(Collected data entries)
- - - - - - -
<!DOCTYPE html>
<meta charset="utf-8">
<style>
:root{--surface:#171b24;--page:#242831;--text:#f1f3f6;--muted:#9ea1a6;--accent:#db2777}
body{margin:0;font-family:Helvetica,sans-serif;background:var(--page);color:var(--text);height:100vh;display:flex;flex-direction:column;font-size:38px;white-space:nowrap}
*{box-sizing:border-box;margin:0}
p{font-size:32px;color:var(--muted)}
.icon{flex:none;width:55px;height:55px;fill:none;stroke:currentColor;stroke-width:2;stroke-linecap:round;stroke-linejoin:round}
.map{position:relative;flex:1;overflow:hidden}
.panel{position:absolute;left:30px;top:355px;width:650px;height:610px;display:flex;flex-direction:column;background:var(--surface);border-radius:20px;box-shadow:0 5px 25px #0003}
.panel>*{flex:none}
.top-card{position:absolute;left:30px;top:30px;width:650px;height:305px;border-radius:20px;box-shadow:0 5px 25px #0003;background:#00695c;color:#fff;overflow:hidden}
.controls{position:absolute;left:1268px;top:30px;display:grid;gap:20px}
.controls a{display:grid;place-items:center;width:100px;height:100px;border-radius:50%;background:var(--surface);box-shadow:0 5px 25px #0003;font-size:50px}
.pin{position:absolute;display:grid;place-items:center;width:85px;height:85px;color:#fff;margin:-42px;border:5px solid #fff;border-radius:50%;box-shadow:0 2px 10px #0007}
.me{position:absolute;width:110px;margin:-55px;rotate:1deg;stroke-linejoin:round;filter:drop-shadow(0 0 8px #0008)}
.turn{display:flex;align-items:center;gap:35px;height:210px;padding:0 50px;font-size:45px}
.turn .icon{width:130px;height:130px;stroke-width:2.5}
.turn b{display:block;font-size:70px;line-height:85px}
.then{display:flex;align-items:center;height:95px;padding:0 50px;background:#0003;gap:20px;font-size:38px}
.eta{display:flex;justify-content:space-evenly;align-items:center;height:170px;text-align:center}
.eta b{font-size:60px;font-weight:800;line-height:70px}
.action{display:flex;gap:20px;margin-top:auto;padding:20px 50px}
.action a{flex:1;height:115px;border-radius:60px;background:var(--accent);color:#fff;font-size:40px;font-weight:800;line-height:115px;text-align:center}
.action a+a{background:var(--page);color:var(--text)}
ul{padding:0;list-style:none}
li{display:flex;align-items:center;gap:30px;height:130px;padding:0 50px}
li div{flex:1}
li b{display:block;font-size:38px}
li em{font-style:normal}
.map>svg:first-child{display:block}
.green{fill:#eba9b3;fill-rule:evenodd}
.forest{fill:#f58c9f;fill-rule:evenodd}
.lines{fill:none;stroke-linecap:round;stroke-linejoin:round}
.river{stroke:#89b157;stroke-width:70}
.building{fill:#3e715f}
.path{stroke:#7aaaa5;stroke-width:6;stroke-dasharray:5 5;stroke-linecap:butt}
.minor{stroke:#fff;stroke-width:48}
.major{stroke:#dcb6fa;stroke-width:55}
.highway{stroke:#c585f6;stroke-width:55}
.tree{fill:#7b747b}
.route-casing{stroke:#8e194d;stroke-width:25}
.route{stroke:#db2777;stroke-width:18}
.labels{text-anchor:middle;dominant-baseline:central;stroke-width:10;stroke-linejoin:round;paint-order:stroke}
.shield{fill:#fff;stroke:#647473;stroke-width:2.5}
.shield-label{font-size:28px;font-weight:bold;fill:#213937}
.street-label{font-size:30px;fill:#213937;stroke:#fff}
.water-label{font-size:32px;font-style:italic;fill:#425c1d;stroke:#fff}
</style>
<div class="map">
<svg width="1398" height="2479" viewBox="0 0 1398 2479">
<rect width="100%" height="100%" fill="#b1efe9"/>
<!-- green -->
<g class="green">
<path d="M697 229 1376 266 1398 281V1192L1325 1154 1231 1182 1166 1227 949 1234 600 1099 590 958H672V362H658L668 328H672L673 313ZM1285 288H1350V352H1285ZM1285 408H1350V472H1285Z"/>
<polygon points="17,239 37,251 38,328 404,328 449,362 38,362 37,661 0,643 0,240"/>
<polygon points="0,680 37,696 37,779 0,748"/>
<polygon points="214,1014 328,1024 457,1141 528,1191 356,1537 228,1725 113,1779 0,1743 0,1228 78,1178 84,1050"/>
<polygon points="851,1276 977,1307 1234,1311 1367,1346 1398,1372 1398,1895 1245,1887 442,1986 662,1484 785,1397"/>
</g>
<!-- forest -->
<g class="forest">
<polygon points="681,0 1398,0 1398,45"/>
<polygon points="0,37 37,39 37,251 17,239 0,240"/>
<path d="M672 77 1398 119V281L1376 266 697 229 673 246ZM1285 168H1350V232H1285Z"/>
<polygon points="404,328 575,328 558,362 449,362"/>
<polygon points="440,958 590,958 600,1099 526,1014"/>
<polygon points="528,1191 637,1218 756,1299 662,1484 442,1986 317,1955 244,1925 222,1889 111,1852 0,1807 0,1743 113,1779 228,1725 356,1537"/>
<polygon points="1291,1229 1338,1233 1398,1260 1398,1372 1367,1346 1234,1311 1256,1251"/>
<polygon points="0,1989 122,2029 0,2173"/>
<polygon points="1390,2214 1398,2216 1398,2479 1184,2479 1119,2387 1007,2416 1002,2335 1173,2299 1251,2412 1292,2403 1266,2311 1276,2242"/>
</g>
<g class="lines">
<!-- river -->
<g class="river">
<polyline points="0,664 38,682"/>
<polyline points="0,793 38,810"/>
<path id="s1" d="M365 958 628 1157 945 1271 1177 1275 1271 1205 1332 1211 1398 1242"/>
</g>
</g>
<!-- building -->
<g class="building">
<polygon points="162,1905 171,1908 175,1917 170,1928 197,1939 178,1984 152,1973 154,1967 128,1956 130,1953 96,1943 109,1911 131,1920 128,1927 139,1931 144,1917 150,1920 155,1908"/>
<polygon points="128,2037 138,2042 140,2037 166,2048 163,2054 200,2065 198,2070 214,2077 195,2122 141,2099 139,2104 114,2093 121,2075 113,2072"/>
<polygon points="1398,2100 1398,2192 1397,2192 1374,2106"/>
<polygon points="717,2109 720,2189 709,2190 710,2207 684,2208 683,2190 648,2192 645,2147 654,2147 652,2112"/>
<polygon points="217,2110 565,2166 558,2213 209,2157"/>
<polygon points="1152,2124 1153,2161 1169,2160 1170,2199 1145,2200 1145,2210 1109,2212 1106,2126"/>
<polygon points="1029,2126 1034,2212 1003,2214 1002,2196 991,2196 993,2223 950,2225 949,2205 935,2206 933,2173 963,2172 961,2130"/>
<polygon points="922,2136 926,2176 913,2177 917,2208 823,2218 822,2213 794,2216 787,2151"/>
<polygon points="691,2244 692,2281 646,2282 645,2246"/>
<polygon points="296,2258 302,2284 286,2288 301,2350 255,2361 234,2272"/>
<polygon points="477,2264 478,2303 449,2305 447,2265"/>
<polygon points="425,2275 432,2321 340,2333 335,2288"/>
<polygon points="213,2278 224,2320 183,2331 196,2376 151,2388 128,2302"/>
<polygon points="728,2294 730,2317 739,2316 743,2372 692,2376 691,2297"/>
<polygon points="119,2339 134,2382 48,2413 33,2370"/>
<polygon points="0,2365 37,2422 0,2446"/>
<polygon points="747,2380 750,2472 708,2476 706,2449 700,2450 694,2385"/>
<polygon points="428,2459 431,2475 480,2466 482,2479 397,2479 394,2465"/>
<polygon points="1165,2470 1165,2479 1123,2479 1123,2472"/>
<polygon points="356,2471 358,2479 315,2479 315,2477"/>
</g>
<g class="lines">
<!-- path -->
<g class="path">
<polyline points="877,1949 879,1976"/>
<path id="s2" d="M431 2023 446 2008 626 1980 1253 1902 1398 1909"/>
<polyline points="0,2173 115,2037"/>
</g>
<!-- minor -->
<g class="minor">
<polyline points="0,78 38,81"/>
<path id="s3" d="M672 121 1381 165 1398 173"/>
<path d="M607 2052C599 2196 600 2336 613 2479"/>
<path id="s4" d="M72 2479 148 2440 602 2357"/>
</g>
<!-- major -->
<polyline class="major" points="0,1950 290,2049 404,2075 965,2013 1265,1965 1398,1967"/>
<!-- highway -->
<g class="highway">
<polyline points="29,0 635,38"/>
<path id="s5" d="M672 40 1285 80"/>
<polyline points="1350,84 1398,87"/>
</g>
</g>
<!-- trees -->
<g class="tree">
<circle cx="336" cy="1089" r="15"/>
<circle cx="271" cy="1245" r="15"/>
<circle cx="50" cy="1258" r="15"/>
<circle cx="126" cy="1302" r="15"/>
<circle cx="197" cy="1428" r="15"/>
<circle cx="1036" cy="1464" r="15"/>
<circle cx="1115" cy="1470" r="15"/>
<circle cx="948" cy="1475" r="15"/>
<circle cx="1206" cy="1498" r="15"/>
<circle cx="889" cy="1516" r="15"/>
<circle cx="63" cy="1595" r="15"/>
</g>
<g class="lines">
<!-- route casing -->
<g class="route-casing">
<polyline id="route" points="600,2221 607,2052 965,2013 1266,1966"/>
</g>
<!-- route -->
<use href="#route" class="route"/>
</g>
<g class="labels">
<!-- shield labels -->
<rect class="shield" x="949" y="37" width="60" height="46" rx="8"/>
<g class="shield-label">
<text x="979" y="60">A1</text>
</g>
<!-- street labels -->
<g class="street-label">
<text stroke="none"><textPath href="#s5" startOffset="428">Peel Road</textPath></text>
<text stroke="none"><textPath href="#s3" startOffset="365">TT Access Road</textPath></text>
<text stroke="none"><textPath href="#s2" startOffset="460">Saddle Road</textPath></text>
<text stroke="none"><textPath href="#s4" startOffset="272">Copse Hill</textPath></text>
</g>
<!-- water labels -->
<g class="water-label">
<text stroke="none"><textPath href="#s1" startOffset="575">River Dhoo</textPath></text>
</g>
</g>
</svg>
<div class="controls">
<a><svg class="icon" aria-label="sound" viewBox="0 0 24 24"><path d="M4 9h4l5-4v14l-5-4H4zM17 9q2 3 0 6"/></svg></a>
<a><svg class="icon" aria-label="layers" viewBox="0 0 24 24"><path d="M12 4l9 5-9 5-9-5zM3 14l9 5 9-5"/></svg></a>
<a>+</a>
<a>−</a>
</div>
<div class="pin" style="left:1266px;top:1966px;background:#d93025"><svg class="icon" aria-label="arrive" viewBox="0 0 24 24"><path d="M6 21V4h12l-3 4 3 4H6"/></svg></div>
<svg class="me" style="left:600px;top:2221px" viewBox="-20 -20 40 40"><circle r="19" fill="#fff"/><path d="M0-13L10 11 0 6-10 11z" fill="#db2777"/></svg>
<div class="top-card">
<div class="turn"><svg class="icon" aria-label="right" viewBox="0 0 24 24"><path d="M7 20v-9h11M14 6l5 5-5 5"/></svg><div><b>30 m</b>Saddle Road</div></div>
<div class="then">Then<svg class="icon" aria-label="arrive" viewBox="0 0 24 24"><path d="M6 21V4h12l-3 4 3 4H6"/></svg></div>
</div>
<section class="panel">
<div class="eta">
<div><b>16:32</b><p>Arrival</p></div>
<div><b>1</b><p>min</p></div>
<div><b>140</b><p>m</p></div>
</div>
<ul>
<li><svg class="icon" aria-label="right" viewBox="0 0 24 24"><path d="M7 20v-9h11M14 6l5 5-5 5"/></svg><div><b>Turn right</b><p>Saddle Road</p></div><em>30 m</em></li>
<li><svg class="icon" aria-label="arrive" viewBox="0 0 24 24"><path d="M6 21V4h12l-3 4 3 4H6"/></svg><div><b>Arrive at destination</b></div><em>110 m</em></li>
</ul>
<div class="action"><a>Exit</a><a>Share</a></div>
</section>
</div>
- - - - - - -
An answer is complete only when it holds every line above containing the string "linecap".

▸ **ANSWER TO THIS EXERCISE**
.icon{flex:none;width:55px;height:55px;fill:none;stroke:currentColor;stroke-width:2;stroke-linecap:round;stroke-linejoin:round}
.lines{fill:none;stroke-linecap:round;stroke-linejoin:round}
.path{stroke:#7aaaa5;stroke-width:6;stroke-dasharray:5 5;stroke-linecap:butt}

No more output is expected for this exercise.